Lost in much of the breaking news of late, Covington Catholic High School student Nicholas Sandmann recently filed a 132-page, $275 million defamation lawsuit against CNN, $200 million of which is a claim for punitive damages.

Defamation is more or less alleged character assassination. Sandmann’s legal counsel filed a similar case against the Washington Post, a.k.a. Jeff Bezos’ blog, in early March. The so-called most trusted name in news, CNN waited nine days before reporting on its website it was named in the second case arising from Kentucky student Sandmann’s much-publicized January encounter with the Native American Elder.

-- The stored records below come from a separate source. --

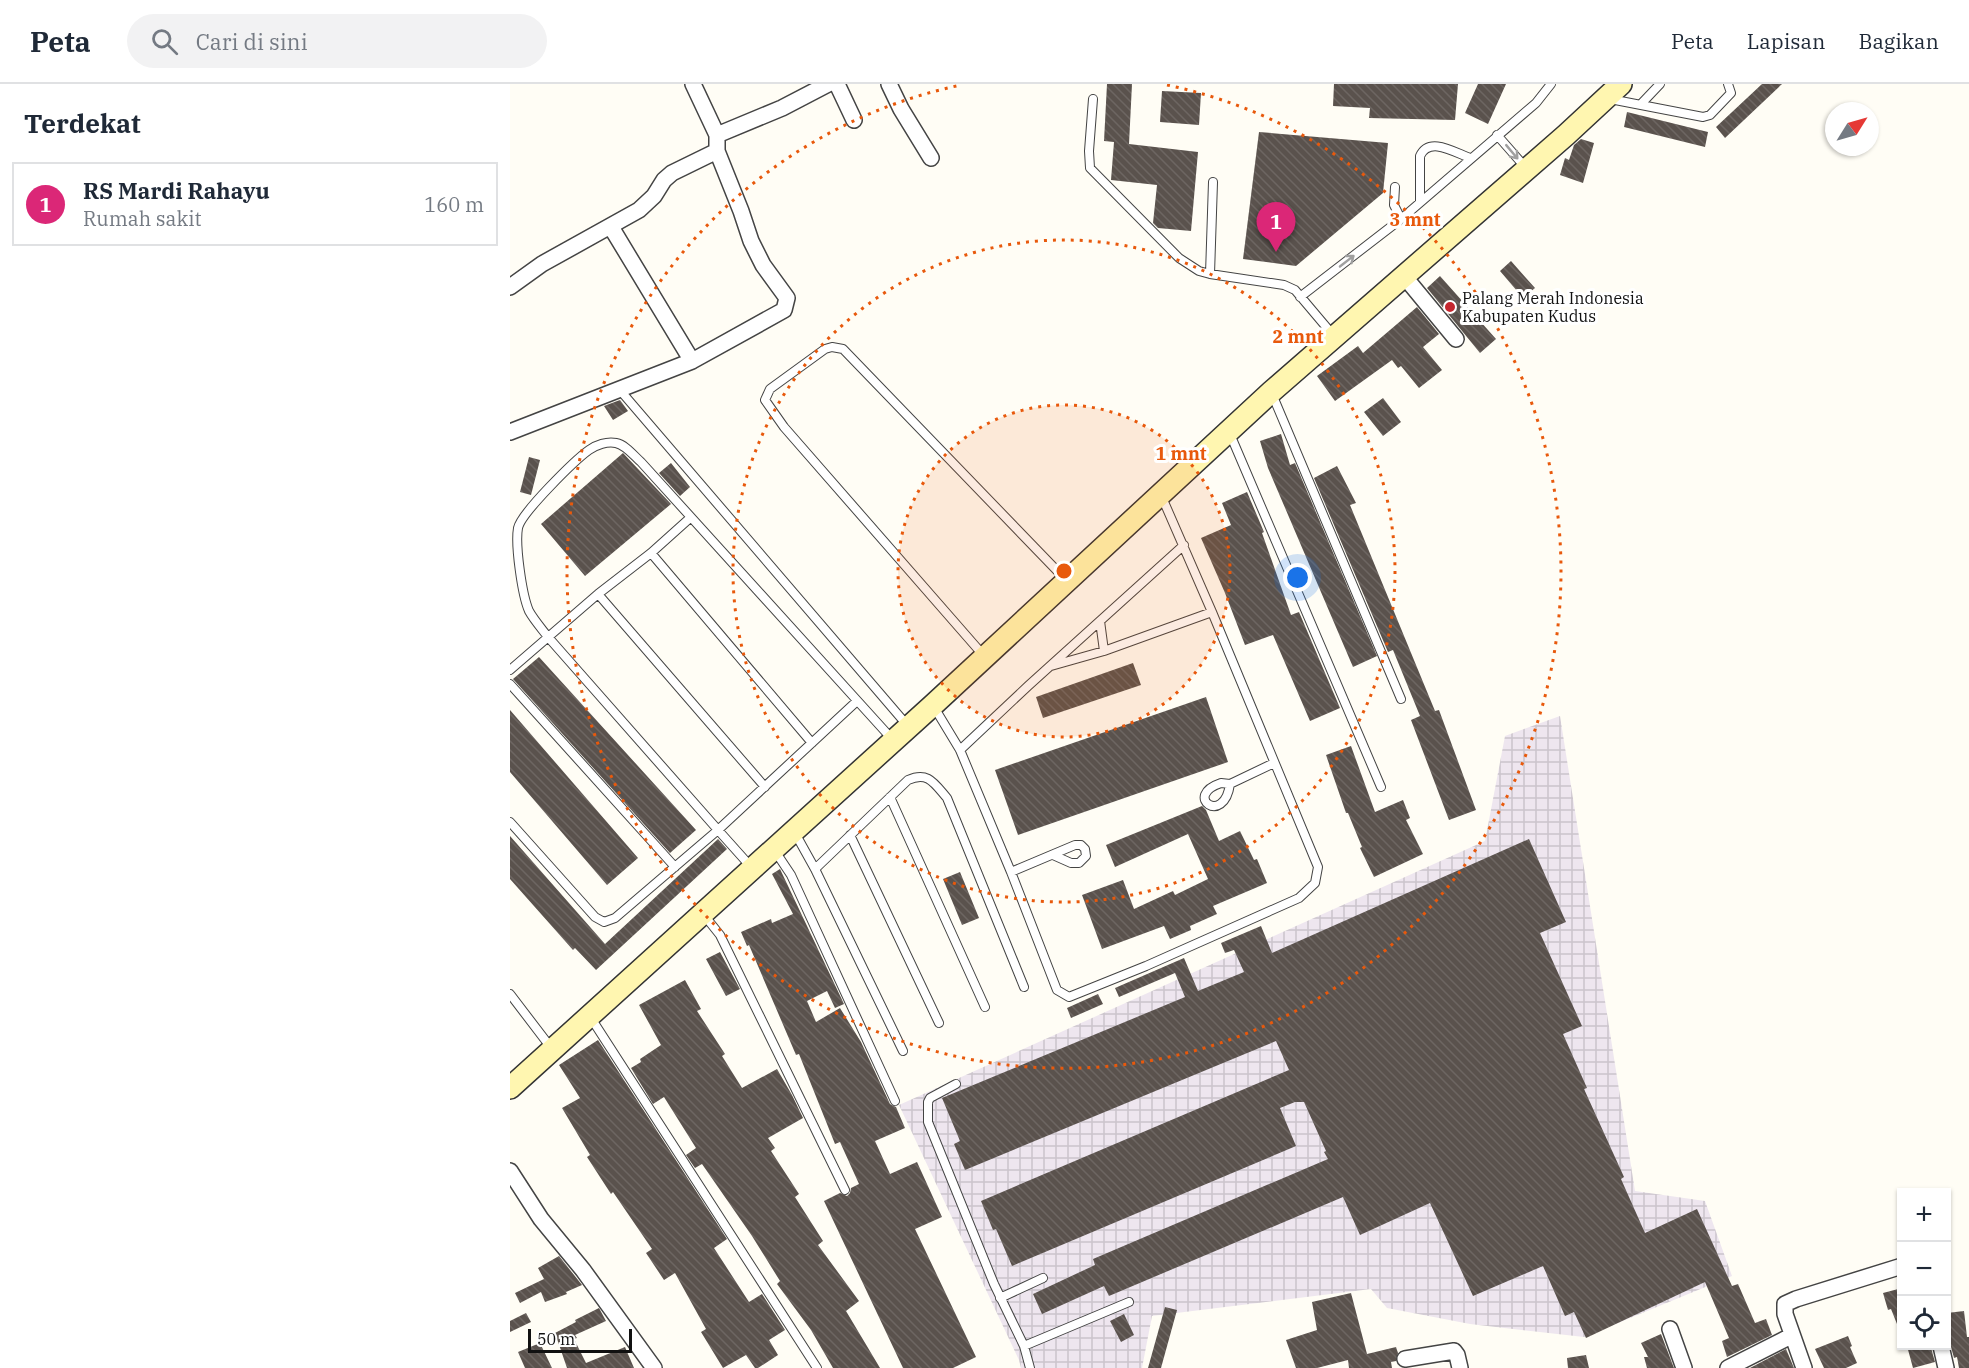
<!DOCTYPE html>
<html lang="id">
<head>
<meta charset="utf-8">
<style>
  body { margin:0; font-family:"IBM Plex Serif",serif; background:#f2f2f3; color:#1f2937 }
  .controls { position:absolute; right:18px; bottom:18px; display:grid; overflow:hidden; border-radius:0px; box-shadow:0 2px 4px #0004 }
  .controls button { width:54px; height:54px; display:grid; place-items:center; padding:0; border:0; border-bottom:2px solid #e0e1e3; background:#fff; color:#1f2937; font:30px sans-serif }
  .compass { position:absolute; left:1315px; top:18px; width:54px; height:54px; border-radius:50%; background:#fff; box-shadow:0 2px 4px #0004; rotate:53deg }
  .scale { position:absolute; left:18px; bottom:15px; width:104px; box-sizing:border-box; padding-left:6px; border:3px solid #111; border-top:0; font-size:16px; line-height:21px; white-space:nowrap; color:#111; -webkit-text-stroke:4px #fff; paint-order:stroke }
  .you { position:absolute; left:788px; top:494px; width:21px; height:21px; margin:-15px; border:4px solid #fff; border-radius:50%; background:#1a73e8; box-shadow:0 0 0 9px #1a73e833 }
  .badge { display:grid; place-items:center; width:39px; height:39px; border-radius:50%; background:#db2777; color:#fff; font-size:20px; font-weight:700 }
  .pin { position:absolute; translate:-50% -50px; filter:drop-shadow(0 2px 3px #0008) }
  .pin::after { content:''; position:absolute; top:32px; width:21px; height:18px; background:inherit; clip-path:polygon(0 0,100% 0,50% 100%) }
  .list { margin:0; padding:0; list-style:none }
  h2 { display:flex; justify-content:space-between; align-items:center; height:78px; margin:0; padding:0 24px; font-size:26px }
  h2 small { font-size:20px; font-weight:400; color:#747a83 }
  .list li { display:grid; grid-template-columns:39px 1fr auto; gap:18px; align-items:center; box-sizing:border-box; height:84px; margin:0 12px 12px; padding:0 12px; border:2px solid #e0e1e3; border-radius:0px }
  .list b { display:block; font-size:22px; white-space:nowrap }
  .list p { margin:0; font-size:20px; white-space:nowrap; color:#747a83 }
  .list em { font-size:20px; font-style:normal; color:#747a83 }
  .icon { flex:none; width:33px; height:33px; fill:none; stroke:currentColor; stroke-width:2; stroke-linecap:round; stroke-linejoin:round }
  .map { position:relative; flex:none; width:1459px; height:1284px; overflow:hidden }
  header { display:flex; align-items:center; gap:36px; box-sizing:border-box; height:84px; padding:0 30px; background:#fff; border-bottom:2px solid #e0e1e3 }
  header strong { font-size:28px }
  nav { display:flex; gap:33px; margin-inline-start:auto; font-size:21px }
  .search { width:420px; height:54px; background:#f2f2f3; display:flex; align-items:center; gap:15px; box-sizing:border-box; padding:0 21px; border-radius:33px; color:#747a83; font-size:22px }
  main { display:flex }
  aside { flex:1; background:#fff }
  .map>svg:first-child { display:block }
</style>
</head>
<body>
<header>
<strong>Peta</strong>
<div class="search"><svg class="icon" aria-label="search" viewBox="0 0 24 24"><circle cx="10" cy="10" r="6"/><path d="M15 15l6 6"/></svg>Cari di sini</div>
<nav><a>Peta</a><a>Lapisan</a><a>Bagikan</a></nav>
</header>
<main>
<aside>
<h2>Terdekat<small></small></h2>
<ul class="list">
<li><span class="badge">1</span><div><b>RS Mardi Rahayu</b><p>Rumah sakit</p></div><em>160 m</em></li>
</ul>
</aside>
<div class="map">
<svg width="1459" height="1284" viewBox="0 0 1459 1284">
  <defs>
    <pattern id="industrial-grid" width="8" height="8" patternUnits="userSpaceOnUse" patternTransform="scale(1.5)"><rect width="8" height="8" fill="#eee6ef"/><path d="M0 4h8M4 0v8" fill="none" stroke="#cbc4cc"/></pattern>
    <pattern id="building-back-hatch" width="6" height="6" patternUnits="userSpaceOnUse" patternTransform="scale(1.5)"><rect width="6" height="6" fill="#5a524d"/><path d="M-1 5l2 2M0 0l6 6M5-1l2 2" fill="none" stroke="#6d6662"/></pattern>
  </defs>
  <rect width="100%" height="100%" fill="#fffdf5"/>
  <path fill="url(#industrial-grid)" d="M1050,632L1125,1107L1195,1117L1222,1192L1074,1253L960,1240L877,1224L861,1205L642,1232L632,1284H511L509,1276L389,1021L975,757L995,652Z"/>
  <path fill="url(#building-back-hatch)" d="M597,0H622L619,60L688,68L681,147L648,144L643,139L647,101L601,96L604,58L594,57Z
    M824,0H948L945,36L859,34L860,24L823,22Z
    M968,0H996L978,40L955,29Z
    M1252,0H1272L1215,54L1206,43Z
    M652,7L691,9L689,41L650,38Z
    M1117,28L1198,48L1195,63L1114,43Z
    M749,48L878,59L873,109L786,182L733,175Z
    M1071,55L1084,59L1073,99L1050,91L1055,74L1059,76L1064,61Z
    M1001,177L1025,204L1013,214L990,187Z
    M930,192L986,255L970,269L917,204Z
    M907,223L929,250L913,263L932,286L909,304L891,282L888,284L882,276L825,317L807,292L848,262L853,269Z
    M873,314L891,338L873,352L854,328Z
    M110,316L118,327L103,336L94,322Z
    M771,350L780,381L785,379L867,572L843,583L758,384L750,357Z
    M113,369L161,420L75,492L31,440Z
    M19,373L30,376L21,411L10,408Z
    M161,379L180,403L170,412L149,389Z
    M827,382L846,419L840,421L925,627L929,626L966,726L939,736L901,636L910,632L883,566L878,568L804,394Z
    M737,408L754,448L752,449L781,531L789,528L830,624L800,637L763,551L735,561L715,509L691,454L721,441L712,419Z
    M29,573L186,746L160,769L3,595Z
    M623,579L631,601L533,634L526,613Z
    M696,613L718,678L508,751L485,686Z
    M0,626L128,774L97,801L0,688Z
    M841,662L865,728L893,716L900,734L896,736L913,770L864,793L850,764L852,763L838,729H836L816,671Z
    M692,722L696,726L709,757L730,747L744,776L747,775L757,799L703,822L707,830L680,842L681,846L660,855L654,842L592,865L572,811L613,796L624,825L663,807L665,811L698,795L678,750L605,783L596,761Z
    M0,752L95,860L208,755L217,765L86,886L65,864L63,866L0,795Z
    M1019,755L1056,838L1030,849L1072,942L1053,950L1077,1004L1074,1005L1114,1093L1111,1095L1135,1149L1187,1125L1222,1202L1228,1200L1245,1239L1256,1235L1262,1251L1217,1273L1212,1257L1219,1254L1195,1198L1076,1254L1064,1228L1055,1232L1033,1182L963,1212L920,1119L850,1151L833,1113L599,1212L594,1202L532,1230L523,1210L585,1181L583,1175L818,1075L814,1068L816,1067L794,1018H785L770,1024L786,1062L502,1182L486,1145L483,1146L471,1117L779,986L766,957L455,1086L444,1060L450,1057L432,1014L675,913L665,889L609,913L605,904L674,874L688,907L734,888L724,866L715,869L711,859L751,842L762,869Z
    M270,785L334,920L325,924L317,907L297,917L306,938L330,924L351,958L380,1020L386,1023L395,1044L365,1057L380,1090L407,1078L432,1133L405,1145L466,1273L443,1284H393L314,1117L330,1109L337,1112L340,1109L341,1104L349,1100L330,1058L325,1060L289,970L286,971L239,861L237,862L231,848L261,835L262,839L283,830L262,790Z
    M450,788L469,834L452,841L433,795Z
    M210,868L230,905L216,912L196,875Z
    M175,896L191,925L187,927L215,970L212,972L232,1004L267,985L282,1011L293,1034L258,1054L265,1064L261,1067L289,1110L285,1113L313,1157L308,1161L349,1217L336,1227L370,1284H323L301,1246L267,1200L270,1197L242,1152L192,1080L185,1084L176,1071L186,1064L154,1013L143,1020L121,984L131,978L130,975L151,961L129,921Z
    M588,910L593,920L561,934L557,924Z
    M88,956L217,1155L204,1164L239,1218L252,1210L275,1246L259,1256L268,1271L248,1284H245L236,1271L213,1284L191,1248L196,1245L165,1189L154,1196L136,1169L142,1165L103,1108L101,1110L77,1073L80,1071L52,1024L70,1014L49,981Z
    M49,1172L72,1201L56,1208L57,1210L35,1218L31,1208L10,1219L5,1209L34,1195L28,1184Z
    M1392,1204V1249L1391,1250L1381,1225L1378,1226L1373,1209Z
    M841,1209L857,1270L886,1263L888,1269L886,1277L881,1278L882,1284H839L838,1276L807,1284H786L776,1256L807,1246L802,1218Z
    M655,1223L667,1226L651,1284H638Z
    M89,1224L96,1237L65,1251L67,1254L64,1255L76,1279L115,1263L124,1284H57L45,1249L66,1238L65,1236Z
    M1454,1227L1457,1253H1459V1284H1449L1447,1273L1444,1274L1440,1259L1437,1229Z
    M16,1229L21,1238L0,1248V1237Z
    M614,1230L624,1251L611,1258L600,1237Z
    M1151,1250L1164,1284H1137L1134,1273H1138L1131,1259Z
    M1338,1252L1342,1262L1340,1263L1347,1279L1336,1284H1314L1305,1265Z
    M30,1259L42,1284H15L8,1268Z
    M1397,1262H1416L1417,1265L1421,1264L1425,1278L1403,1284Z
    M1276,1265L1284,1284H1240Z
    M1076,1271L1079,1284H1058L1057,1274Z"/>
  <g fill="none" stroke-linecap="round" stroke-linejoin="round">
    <defs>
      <path id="lane" d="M583,15L579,67L580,84L669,174L689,187L700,190L774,201L785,206L823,251
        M1100,15L1193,33L1200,31L1221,9L1218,0
        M1131,20L1150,0
        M987,51L1016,84
        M885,103L884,121L891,135
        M910,118V72C919,52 944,68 960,74
        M700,190L703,98
        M790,213L891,135L1026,19L1041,0
        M109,305L397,641
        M762,310L891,615
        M720,350L871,703
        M141,469L302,659
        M88,510L255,703
        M590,537L594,567
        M474,572L274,343L255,316L260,305L315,265L322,263L333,265L557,497
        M541,582L594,567L702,528
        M0,586L88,510L141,469L180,434
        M0,600L165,783
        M347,617L208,746L38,553C32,545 24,536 19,527C12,511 5,461 8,444C11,429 65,376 79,366C86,361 97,357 106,359C116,361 124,372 131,378L382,655
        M424,623L450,666L501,788L547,906L559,913L636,882L789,814L805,799L808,783L702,528L651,411
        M450,666L518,602L674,461
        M711,699L720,700C714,743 672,712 711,699Z
        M720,700L764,679
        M380,713L475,923
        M0,738L85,833L94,838L105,834L208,746L242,784
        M285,749L305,785L393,967
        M340,751L429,939
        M265,767L281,791L385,1017
        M305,785L398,696C418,687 424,699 437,714L514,903
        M501,788L565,761H571L575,765L576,772L569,779H561L543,771
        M194,831L210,851L335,1106
        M0,910L42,965
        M81,934L307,1284
        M446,1000L420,1014L418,1018V1038L484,1200L514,1262L520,1284
        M490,1214L533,1194
        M514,1262L619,1218"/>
      <path id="street" d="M327,0L344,36
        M379,0L391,25L421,74
        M207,51L272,24L318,0
        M101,143L182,277
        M894,192L946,255
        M0,203L32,180L129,126L144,112L154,96L162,89L207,67
        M0,348L182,277L274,226L277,214L253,181L241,157L231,127L207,67V51L183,0
        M0,1087L31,1135L73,1186L144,1284
        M1160,1245L1174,1284
        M1431,1262L1436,1284
        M895,1275L944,1267L947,1271L950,1284
        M1218,1284L1281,1252
        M1294,1284L1275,1230V1220L1286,1215L1392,1182"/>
      <path id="secondary" d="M0,1004L423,621L761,308L1056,51L1111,0"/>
    </defs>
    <use href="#lane" stroke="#444" stroke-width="10"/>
    <use href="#street" stroke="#444" stroke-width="18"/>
    <use href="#secondary" stroke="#333" stroke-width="24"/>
    <use href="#lane" stroke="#fff" stroke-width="8"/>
    <use href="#street" stroke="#fff" stroke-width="15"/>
    <use href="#secondary" stroke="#fff6b0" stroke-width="21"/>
  </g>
  <defs><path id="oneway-shaft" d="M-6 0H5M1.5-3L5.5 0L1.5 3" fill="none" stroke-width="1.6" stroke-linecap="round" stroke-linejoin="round" transform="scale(1.5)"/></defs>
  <g stroke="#a0a0a0">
    <use href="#oneway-shaft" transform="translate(1002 68) rotate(50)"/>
    <use href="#oneway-shaft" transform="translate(837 177) rotate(-38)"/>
  </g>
  <circle cx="554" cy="487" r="166" fill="#e8590c" fill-opacity=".12"/>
  <g fill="none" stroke="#e8590c" stroke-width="3" stroke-dasharray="3 6">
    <circle cx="554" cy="487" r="166"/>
    <circle cx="554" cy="487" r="331"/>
    <path d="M657 1A497 497 0 1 1 451 1"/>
  </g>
  <circle fill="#c4262e" stroke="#fff" stroke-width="2" cx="940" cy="223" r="6"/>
  <g text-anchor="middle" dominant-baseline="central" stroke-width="6" stroke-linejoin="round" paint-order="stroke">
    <g font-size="16" fill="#111" stroke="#fff" text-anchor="start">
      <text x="952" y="214">Palang Merah Indonesia<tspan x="952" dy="18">Kabupaten Kudus</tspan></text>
    </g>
  </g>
  <circle cx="554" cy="487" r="9" fill="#e8590c" stroke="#fff" stroke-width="3"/>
  <g font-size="18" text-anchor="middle" font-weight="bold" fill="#e8590c" stroke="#fff" stroke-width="6" stroke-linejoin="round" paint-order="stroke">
    <text x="905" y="142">3 mnt</text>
    <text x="788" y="259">2 mnt</text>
    <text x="671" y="376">1 mnt</text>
  </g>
</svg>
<div class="controls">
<button>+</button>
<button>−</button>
<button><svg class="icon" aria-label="locate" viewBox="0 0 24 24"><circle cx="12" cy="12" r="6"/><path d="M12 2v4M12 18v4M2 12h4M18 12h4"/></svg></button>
</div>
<svg class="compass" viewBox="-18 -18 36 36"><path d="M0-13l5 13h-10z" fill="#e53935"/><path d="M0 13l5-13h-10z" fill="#747a83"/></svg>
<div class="scale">50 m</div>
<div class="you"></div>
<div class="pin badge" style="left:766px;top:168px">1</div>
</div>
</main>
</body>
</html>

Paragraph 12 of the federal lawsuit against fake news CNN states as follows:

“Contrary to its ‘Facts First’ public relations ploy, CNN ignored the facts and put its anti-Trump agenda first in waging a 7-day media campaign of false, vicious attacks against Nicholas, a young boy who was guilty of little more than wearing a souvenir Make America Great Again cap while on a high school field trip to the National Mall in Washington, D.C. to attend the January 18 March for Life.”

Leaving aside the merits of the Sandmann case, CNN essentially operates as a 24-7, anti-Trump infomercial.

Hopefully, U.S. airports will eventually stop taking the ratings-challenged Time-Warner-owned network’s money to air CNN in departure lounges.

Sandmann attorney Lin Wood and his team created a compelling 15-minute video embedded below that sets forth what it considers an accurate time line of what happened in an episode that made massive headlines plus generating outrage from blue-check Twitter.

Some legal observers have opined that the lawsuits may not survive initial defense procedural motions seeking a dismissal. “There is no doubt that Nicholas Sandmann was maligned and treated horribly by the media, including WaPo and CNN. But the legal landscape is very friendly to the press, so we’ll have to see how this unfolds in court,” law professor William Jacobson, who runs the Legal Insurrection blog, observed.

Sandmann’s team doesn’t seem it would give up just because of an early procedural roadblock, however. Any dismissal would be subject to an appeal. An out-of-court settlement without a finding of liability is also a possibility. Wood has previously indicated that he plans to take more media outlets to court on behalf of Nicholas Sandmann.